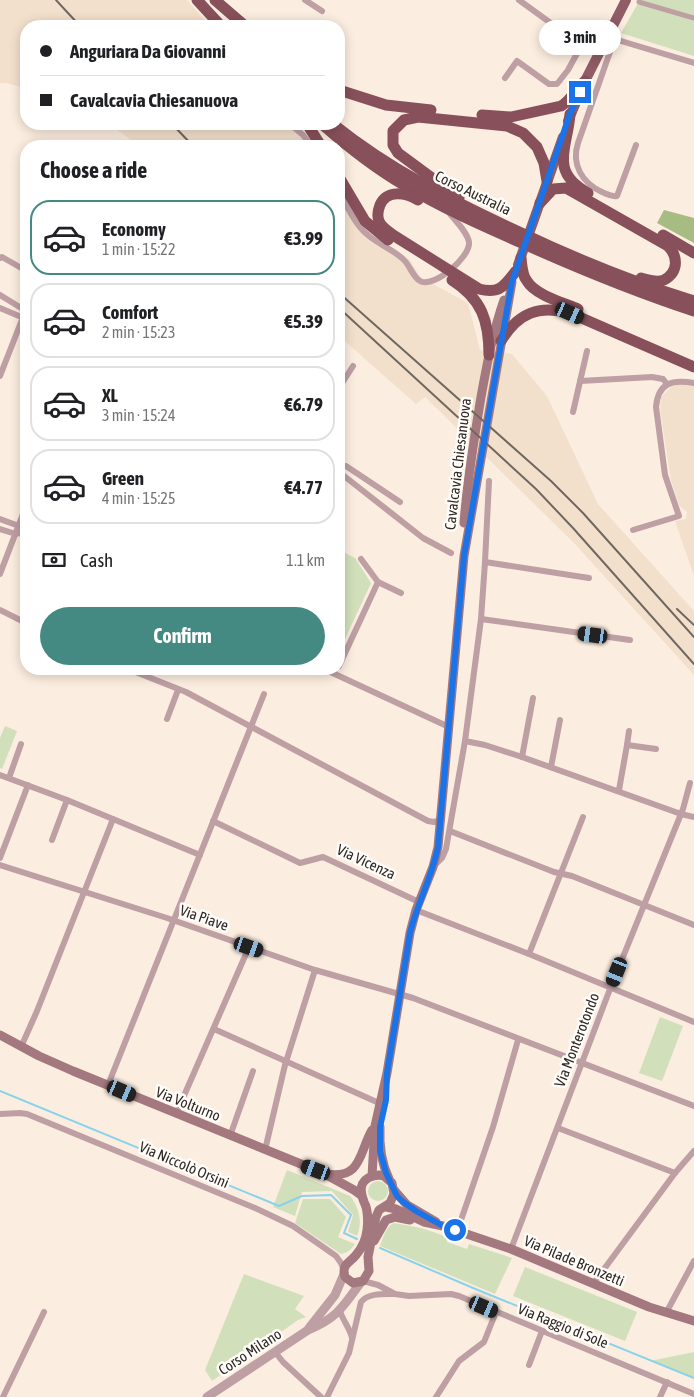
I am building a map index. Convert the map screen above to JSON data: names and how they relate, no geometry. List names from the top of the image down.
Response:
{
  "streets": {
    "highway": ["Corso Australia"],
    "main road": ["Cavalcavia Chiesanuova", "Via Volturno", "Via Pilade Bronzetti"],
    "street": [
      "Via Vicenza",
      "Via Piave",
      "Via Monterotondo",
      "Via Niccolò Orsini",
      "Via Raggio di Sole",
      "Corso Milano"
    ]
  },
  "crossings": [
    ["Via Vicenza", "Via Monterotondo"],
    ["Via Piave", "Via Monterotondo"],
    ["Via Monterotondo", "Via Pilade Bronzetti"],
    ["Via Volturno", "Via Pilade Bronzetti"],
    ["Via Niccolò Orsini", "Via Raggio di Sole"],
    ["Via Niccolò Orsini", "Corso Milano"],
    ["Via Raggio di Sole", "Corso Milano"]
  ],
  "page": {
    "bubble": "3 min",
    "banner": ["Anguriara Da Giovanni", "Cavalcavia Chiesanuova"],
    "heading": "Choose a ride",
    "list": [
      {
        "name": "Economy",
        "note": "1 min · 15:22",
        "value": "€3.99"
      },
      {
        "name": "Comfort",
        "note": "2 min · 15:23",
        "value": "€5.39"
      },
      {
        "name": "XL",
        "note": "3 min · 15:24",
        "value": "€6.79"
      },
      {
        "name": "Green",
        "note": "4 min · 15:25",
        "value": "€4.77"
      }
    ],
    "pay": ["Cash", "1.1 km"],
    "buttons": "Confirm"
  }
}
════════════════════
• Your objective:
For each line of the entries that includes "Vicenza", show that line.

• Written solution:
      "Via Vicenza",
    ["Via Vicenza", "Via Monterotondo"],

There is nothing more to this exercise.